Thursday, October 27, 2011

Thoughts on Captain America: the First Avenger

As I have mentioned on the show, I am quite cheap/poor, so I don't get to go to the theater very often.  However, I try and catch movies that look interesting when they come out on DVD.  Captain America just came out on the 25th and I was able to score a copy and watch it and I have to say that I was very impressed.  The following review will contain plot spoilers, much as my show does.  If you haven't seen the movie and care about it being spoiled, move on to the next post!

(SPOILER ALERT!!)

I am not a big comic book fan, but I do love comic book/super hero movies.  Sure, they can be silly and sometimes they are awful, but I'll usually go to see them.  This movie was neither silly nor awful.  I didn't know a lot about the Cap going into this movie, but I feel as though I should have been paying more attention and clamoring for this movie adaptation.  A few things I liked:

1. They payed homage to the costume from the comic and iconic comic imagery in a clever, but not derivative way.  Having the newly bulked up Steve Rogers going to USO shows and becoming a figurehead of the war effort before he had done all that many heroic things was a stroke of genius.  It showed where the (later toned down) version of the uniform came from, why he carried a shield in the first place (so he could read his lines from it) and, of course, him punching out Hitler.  Classic.  Also, the song was pretty funny.

2. Steve Rogers is a very likable character.  It's not often that you can root for the little guy and the hero and have them be the same person.  While he doesn't have much of a character arc, he doesn't really need one.  He represents, not just the best of America, but the best of humanity: a humble, self-sacrificing person who puts the greater good above all else and refuses to back down no matter what.  He was a hero before he had super powers, not because of them.  That's rare in modern emo-heroes.

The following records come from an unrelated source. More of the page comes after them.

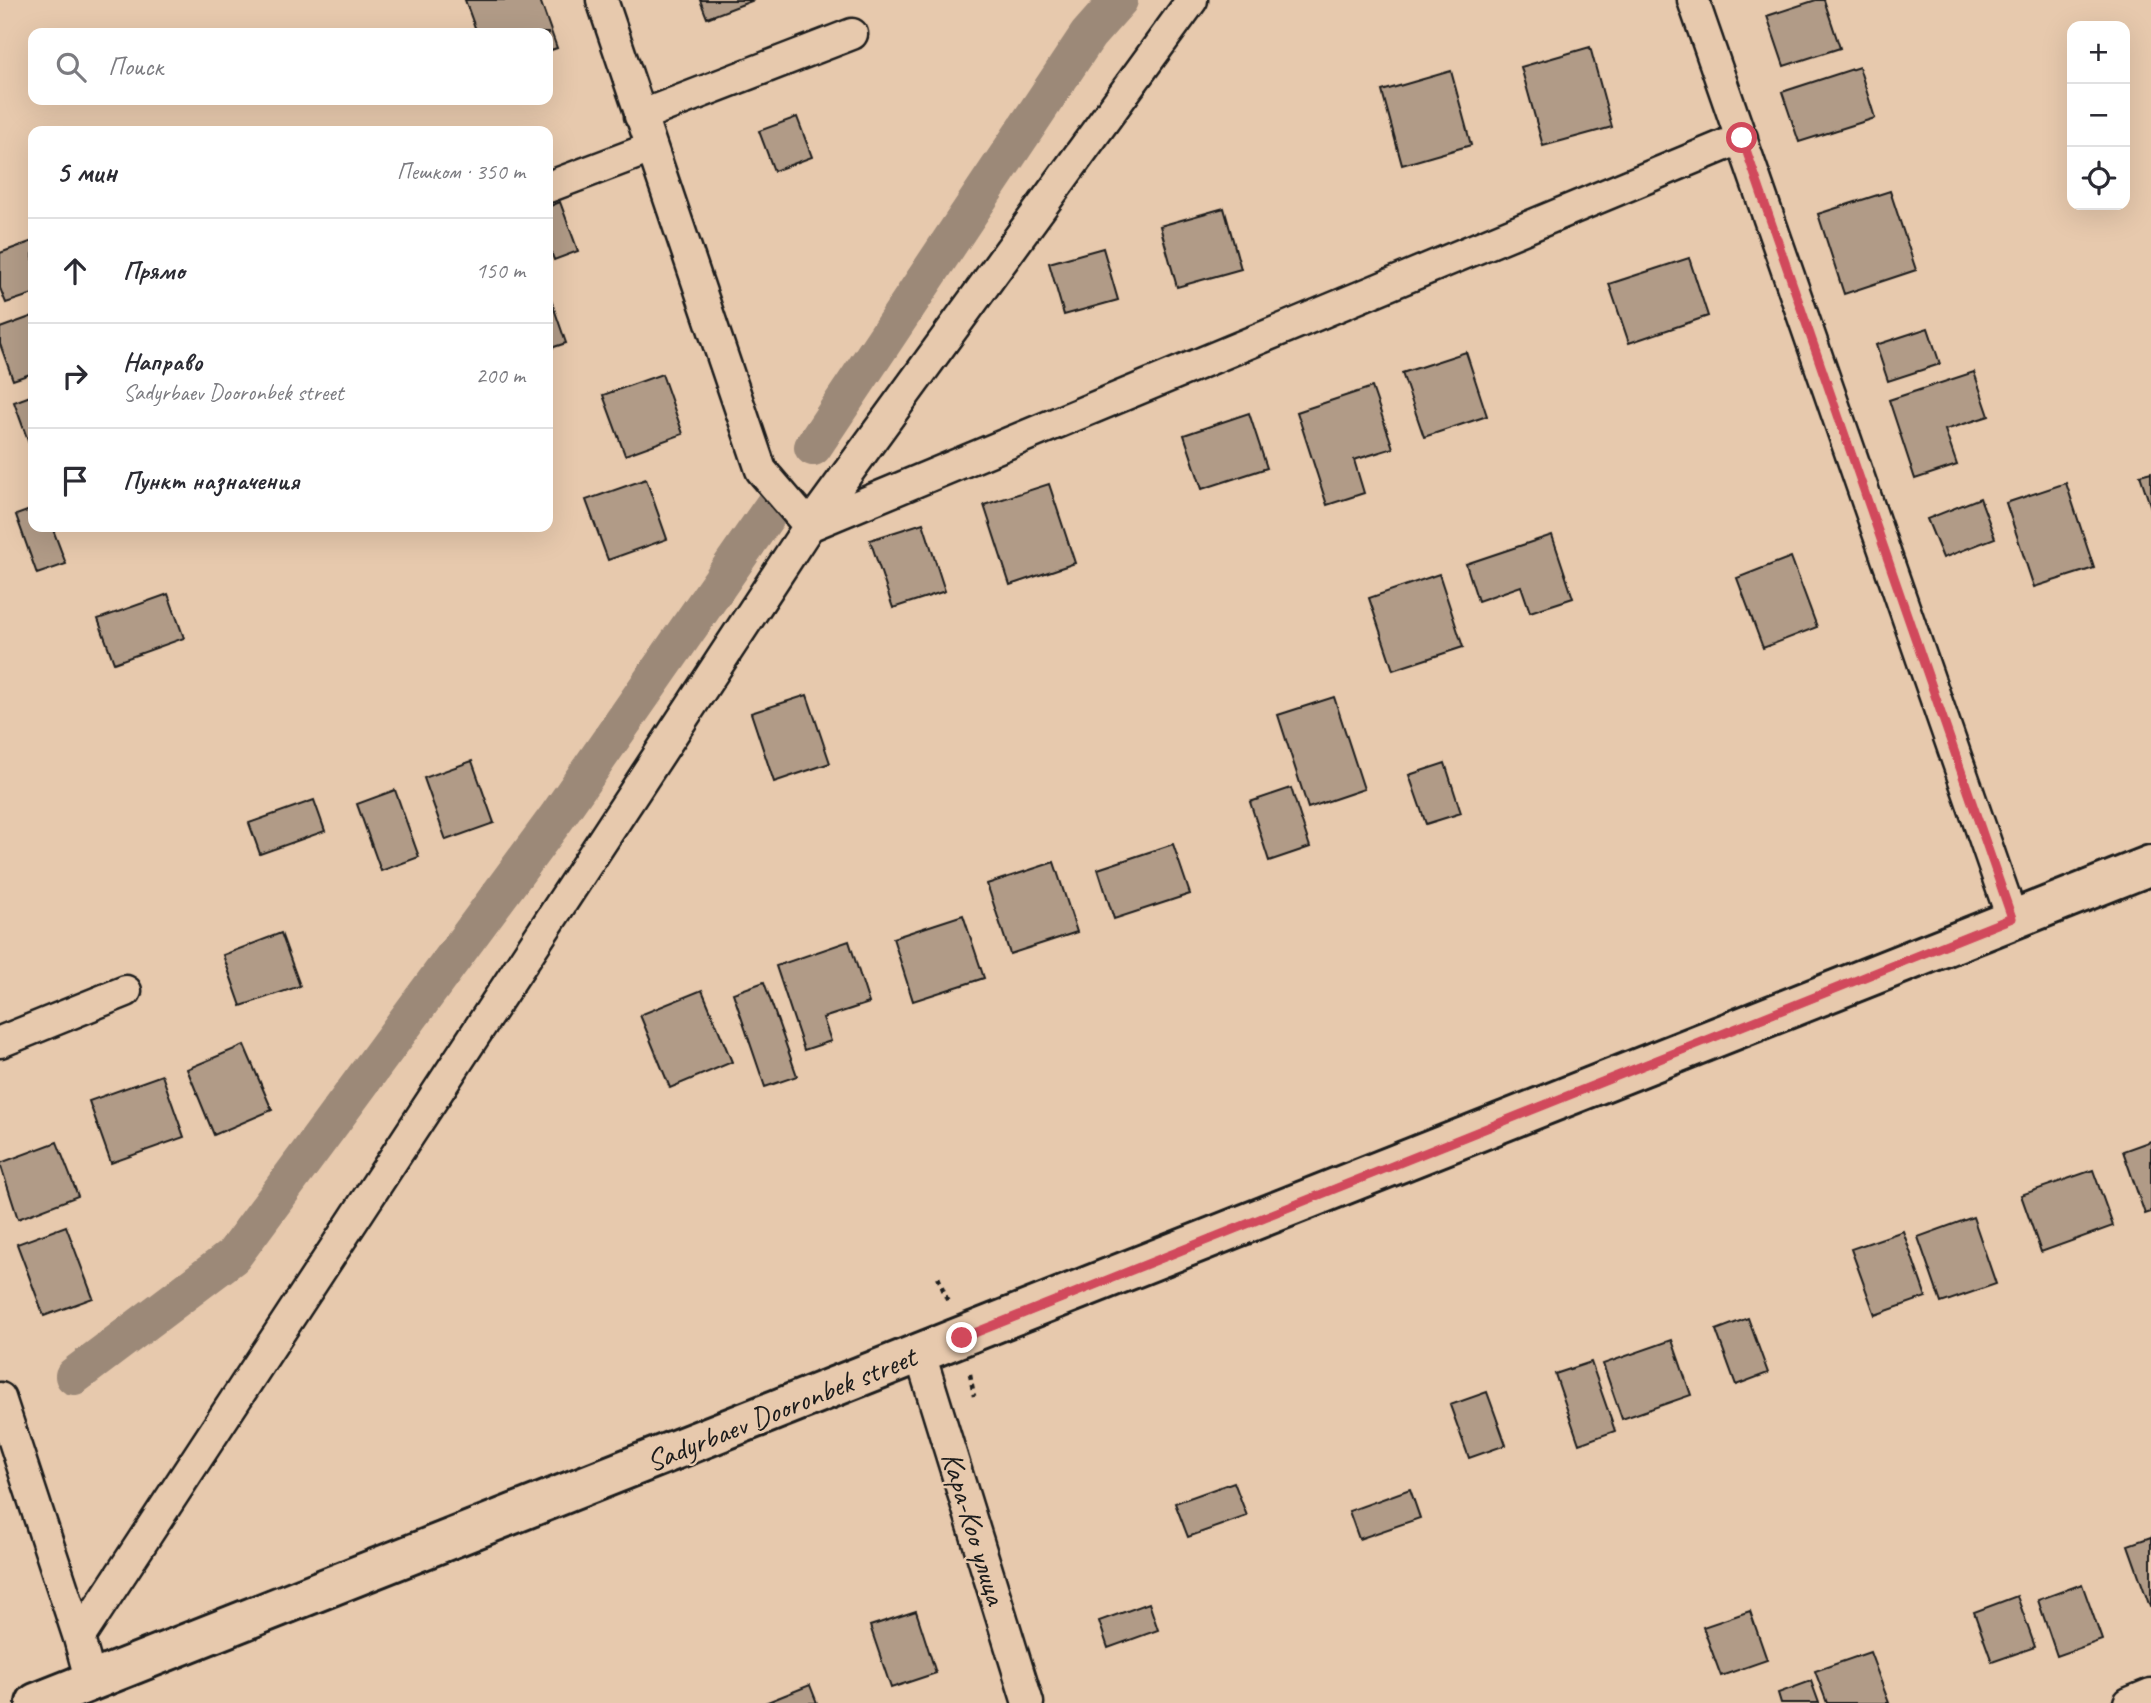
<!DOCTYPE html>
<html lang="ru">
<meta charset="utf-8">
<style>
:root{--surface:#fff;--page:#f2f2f3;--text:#2b2b33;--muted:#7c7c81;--line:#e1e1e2}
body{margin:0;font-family:Caveat,sans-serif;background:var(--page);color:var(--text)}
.controls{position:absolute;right:21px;top:21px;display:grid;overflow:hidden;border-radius:14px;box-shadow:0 7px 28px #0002}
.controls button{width:63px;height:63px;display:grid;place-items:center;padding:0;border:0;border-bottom:2px solid var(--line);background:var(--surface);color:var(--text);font:35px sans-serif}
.stop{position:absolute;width:21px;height:21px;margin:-16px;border:5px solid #d1495b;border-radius:50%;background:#fff}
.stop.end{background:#d1495b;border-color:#fff;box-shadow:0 2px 7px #0008}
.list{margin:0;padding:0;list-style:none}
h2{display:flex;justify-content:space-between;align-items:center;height:91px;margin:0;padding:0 28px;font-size:30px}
h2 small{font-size:23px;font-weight:400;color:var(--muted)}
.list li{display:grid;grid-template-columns:46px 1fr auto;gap:21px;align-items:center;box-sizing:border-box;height:105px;padding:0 28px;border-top:2px solid var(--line)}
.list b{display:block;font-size:26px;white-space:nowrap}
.list p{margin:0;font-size:23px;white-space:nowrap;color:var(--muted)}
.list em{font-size:23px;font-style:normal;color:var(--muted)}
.icon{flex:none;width:38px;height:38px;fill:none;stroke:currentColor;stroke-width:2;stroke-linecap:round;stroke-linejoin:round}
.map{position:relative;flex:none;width:2151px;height:1703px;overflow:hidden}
.search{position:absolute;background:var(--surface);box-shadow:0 7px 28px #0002;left:28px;top:28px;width:525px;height:77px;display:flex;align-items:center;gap:18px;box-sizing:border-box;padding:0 24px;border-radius:14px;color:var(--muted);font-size:26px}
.panel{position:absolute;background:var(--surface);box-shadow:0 7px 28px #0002;left:28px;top:126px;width:525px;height:406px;border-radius:14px}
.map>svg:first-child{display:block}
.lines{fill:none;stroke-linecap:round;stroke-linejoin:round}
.canal{stroke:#9c8978;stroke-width:38}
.building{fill:#b19b87;stroke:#1c1c1c;stroke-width:2}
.minor-casing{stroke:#1c1c1c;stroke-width:35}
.secondary-casing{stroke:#1c1c1c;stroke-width:44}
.path{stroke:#1c1c1c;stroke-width:4.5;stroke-dasharray:5 5;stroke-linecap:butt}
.minor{stroke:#e7c9ad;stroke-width:30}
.secondary{stroke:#e7c9ad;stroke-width:38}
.route{stroke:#d1495b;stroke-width:9}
.labels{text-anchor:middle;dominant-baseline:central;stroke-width:5;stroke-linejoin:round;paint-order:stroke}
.street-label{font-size:30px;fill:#1c1c1c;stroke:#e7c9ad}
</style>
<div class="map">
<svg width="2151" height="1703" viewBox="0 0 2151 1703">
<rect width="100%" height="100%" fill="#e7c9ad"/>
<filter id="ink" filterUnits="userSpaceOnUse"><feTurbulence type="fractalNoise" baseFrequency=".0143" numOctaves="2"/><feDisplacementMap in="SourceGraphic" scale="14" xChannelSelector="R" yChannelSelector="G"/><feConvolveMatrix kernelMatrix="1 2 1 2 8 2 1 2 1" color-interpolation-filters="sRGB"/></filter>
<g filter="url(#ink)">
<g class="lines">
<path class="canal" d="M813 447 1088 35 1119 0
M74 1376 233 1256 557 817 774 505"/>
</g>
<path class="building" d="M465 0H540L557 48 548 51V33H477Z
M700 0H754L707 18Z
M1816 0H1824L1840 48 1784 66 1767 16Z
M1590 47 1612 127 1543 146 1521 67Z
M1859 67 1875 118 1799 142 1782 92Z
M1451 71 1471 145 1402 165 1382 91Z
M797 117 812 157 774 171 759 131Z
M1890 191 1916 270 1844 294 1818 214Z
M560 202 578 251 554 260 548 243V207Z
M1224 208 1241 269 1177 287 1160 226Z
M33 241V294L6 303 0 288V253Z
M1103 248 1118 300 1064 315 1049 263Z
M1689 258 1708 316 1629 343 1609 284Z
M550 297 566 343 548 349V298Z
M33 316V373L13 380 0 344V328Z
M1928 328 1940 364 1888 381 1876 345Z
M1466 352 1487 416 1424 437 1402 373Z
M1974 372 1989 416 1945 430 1957 465 1915 479 1889 400Z
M662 374 683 434 625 455 603 395Z
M1372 387 1393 448 1354 460 1364 493 1327 505 1297 412Z
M33 395V448L31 449 14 402Z
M1249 413 1267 468 1202 489 1184 435Z
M2151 472V508L2140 475Z
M646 479 667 539 608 560 586 500Z
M2066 483 2094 568 2034 587 2006 503Z
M1049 484 1075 563 1010 585 984 505Z
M1980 498 1995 538 1943 558 1927 519Z
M33 509V527H52L66 564 37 574 16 515Z
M923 523 945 591 893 608 870 540Z
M1552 535 1573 598 1530 612 1521 586 1478 601 1466 564Z
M1791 557 1817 627 1763 648 1737 578Z
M1439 574 1463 647 1393 670 1369 598Z
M168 594 184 638 114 663 98 619Z
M807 695 830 763 774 782 751 713Z
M1334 697 1364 789 1308 808 1278 715Z
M472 761 494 823 446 840 424 778Z
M1445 763 1461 813 1426 824 1409 775Z
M1291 788 1310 847 1269 861 1250 802Z
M395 790 419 857 381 871 357 804Z
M314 800 325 831 260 854 249 823Z
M1173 844 1190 894 1114 919 1098 869Z
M1054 862 1077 932 1010 954 987 884Z
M963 915 984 978 913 1001 893 938Z
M281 933 300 986 241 1006 223 955Z
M849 941 869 1003 823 1018 831 1041 804 1050 776 966Z
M764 982 797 1076 765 1087 733 993Z
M702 990 732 1062 670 1088 640 1015Z
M244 1045 272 1110 214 1135 187 1069Z
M162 1075 184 1137 111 1163 89 1101Z
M2151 1141V1212L2145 1214 2123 1151Z
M57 1142 78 1196 18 1219 0 1163Z
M2093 1170 2113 1226 2041 1252 2021 1195Z
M1973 1217 1996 1284 1941 1303 1918 1237Z
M66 1226 93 1298 44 1316 17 1244Z
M1903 1231 1926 1297 1875 1315 1851 1249Z
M1748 1318 1768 1373 1736 1385 1716 1330Z
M1672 1340 1691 1395 1622 1419 1603 1364Z
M1591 1362 1615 1431 1579 1444 1555 1374Z
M1487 1392 1506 1445 1469 1458 1450 1405Z
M1234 1482 1247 1516 1188 1537 1175 1503Z
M1410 1489 1420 1518 1359 1539 1349 1511Z
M2151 1537V1607H2150L2128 1545Z
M2082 1584 2102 1640 2057 1656 2038 1600Z
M2017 1596 2035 1647 1992 1662 1974 1612Z
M1149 1603 1158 1630 1108 1648 1099 1621Z
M916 1611 936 1673 891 1688 870 1626Z
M1750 1611 1767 1660 1721 1676 1703 1627Z
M1870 1652 1889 1703H1827L1815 1671Z
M1811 1681 1819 1703H1781L1778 1693Z
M810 1685 817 1703H765Z"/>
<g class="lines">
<g class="minor-casing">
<path id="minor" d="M602 0 761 470 809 526 1742 138
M1693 0 2012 918
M640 116 852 34
M548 187 651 148
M0 1042 126 991
M920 1354 1028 1703
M0 1398 79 1638
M91 1682 79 1638 809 526 1192 0
M2129 1703 2151 1694"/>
</g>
<g class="secondary-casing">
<path id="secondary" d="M36 1703 2151 865"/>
</g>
<path class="path" d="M938 1277 948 1302
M970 1374 974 1396"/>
<use href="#minor" class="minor"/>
<use href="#secondary" class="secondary"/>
</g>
</g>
<g class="lines" filter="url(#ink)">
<path class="route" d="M962 1338 2012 918 1742 138"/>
</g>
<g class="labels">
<g class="street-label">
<text transform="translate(781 1409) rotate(-22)">Sadyrbaev Dooronbek street</text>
<text transform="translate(974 1528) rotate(73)">Кара-Коо улица</text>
</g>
</g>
</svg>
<div class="controls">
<button>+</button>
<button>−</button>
<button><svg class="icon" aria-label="locate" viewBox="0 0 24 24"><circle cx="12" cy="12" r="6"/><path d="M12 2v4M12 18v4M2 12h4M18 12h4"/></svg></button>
</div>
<div class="stop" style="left:1742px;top:138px"></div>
<div class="stop end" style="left:962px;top:1338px"></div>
<div class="search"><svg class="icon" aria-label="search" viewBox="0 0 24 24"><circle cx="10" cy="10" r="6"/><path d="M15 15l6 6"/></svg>Поиск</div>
<section class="panel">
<h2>5 мин<small>Пешком · 350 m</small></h2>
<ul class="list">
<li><svg class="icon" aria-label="ahead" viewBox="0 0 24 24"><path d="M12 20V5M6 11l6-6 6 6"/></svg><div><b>Прямо</b></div><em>150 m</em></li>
<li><svg class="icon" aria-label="right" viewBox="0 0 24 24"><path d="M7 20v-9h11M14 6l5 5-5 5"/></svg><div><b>Направо</b><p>Sadyrbaev Dooronbek street</p></div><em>200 m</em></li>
<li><svg class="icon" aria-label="arrive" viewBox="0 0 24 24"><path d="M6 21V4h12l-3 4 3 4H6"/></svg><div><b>Пункт назначения</b></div></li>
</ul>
</section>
</div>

3. Least obnoxious gear-up scene I can recall.  In a lot of comic/sci-fi/fantasy movies, there will inevitably be a bond-esque gearing up scene where the hero (and audience) are introduced to the hi-tech gadgets they will use to defeat the enemy.  I usually dread these scenes because, for me, they tend to highlight the most ridiculous aspects of the source material and bring them front and center.  Examples of bad ones can be found in the Blade movies, Van Helsing, XXX and the Hellboy films.  Decent examples would be Batman Begins/Dark Knight where everything is a little bit more realistic and the first Matrix movie where they downloaded all the weapons they were going to use.  In Captain America, the scene was short, featured an interesting tech guy in the elder Stark (Iron man's dad, for anyone who doesn't know) and seemed realistic.  I helped that Cap basically just uses shield and not many other gadgets.

4. He was more of a good leader than a lone wolf, like many super heroes.  His physical abilities, while impressive, serve as only tools to inspire those that follow him.  The movie shows an awesome montage of the Captain working closely with the men in his unit to bring down the bad guys.  After seeing so many solo heroes, this was a nice change of pace.

And here are a few things I didn't like:

1. Vibranium.  The substance that his shield is made of.  This may be from the comic, but is a super lame name almost up there with Avatar's unobtainium, and it bumped me out of the movie for a few minutes while I though of how dumb that was.  If it is from the comics, they almost have to include it, but some things "sound" better on paper than they do when spoken aloud.

2. The death of Bucky seemed sudden and didn't carry as much weight as I felt it should.  Not much more to say about it.  I can't really explain why I felt this way and I can't think of any way they should have done it differently, but there it is.

So that's my opinion of the new Captain America movie.  In short, I am looking forward to the Avengers movie.  They seem to be giving these characters (Iron Man, Thor, Captain America and, to a lesser extent the Hulk) just the right amount of reality and fantasy.  Also, I would like this experiment that Marvel is conducting (inter-movie continuity) to work so that other studios will be able to go the same way.  Consider me tentatively sold!